Intracellular cytokine staining

Lymphocytes were cultured alone or stimulated with GL261-Luc2 cells at a density of 106 cells per well (6-well plate). GolgiStop (BD Biosciences) was added at 1 h to inhibit export of cytokines and after a further 5 h of incubation, cells were stained for extracellular proteins. Permeabilization and intracellular staining for cytokines was done according to manufacturer’s instructions using the Cytofix/Cytoperm kit (BD Biosciences). Gating strategies and isotype controls can be found in the Additional file 5: Figure S5 and Additional file 6: Figure S6 section.

Cytotoxicity ELISA

Lymphocytes were isolated from tumor tissue, and cultured alone or with GL261-Luc2 cells at varying effector to target cell ratios. Lactate dehydrogenase (LDH) ELISA was performed using CytoTox 96 Non-Radioactive Cytotoxicity Assay (Promega, Madison, WI). Absorbance was recorded at 490 nm.

Animals and virus

Six to 8-week-old female C57BL/6 mice were obtained from The Jackson Laboratory. All experiments were conducted under Arizona State University IACUC approval and followed all relevant federal guidelines and institutional policies.

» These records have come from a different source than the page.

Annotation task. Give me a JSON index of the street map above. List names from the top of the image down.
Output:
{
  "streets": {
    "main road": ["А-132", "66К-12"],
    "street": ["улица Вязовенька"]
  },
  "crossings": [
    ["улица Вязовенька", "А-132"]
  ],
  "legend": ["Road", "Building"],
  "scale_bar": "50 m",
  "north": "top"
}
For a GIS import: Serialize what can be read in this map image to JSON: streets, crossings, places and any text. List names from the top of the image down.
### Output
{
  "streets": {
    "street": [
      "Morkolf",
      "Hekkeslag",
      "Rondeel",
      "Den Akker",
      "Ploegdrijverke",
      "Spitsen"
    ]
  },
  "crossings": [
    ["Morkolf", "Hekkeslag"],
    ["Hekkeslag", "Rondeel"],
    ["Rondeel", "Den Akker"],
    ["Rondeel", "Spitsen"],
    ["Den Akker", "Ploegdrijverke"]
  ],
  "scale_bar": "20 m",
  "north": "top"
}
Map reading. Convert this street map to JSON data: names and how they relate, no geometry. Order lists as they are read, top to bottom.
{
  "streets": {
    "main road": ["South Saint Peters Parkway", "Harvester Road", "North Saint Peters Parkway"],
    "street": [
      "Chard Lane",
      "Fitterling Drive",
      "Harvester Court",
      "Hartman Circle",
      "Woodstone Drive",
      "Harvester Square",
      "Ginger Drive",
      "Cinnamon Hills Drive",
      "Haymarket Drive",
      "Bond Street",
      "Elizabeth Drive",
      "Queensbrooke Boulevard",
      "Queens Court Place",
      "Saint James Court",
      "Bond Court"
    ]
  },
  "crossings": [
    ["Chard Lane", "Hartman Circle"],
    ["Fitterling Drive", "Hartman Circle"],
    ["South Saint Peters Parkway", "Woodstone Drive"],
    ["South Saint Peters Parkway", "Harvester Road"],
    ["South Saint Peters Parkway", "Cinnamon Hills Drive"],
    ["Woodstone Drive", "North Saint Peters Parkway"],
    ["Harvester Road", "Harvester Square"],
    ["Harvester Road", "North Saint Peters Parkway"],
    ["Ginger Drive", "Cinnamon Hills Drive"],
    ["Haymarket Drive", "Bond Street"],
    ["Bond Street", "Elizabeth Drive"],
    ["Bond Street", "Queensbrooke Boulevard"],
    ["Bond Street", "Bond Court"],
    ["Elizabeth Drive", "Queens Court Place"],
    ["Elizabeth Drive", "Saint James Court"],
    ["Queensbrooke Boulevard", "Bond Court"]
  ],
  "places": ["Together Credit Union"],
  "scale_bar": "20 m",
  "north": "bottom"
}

The Armstrong and clone 13 strains of Lymphocytic Choriomeningitis Virus (LCMV) were grown as previously described [16]. Mice were infected with 2 x 105 PFU of LCMV (Armstrong) injected intraperitoneally or 2 x 106 PFU of LCMV (clone 13) injected intravenously.

Statistical methods

Statistical analyses were performed using GraphPad Prism 5 (GraphPad Software, San Diego, CA). All values are represented as the mean ± SD and significance was determined using both the Student’s t test and the Mann Whitney non-parametric test. P < 0.05 was considered statistically significant. For the Kaplan Meier survival data the log-rank (Mantel-Cox) test was used to assess statistical significance.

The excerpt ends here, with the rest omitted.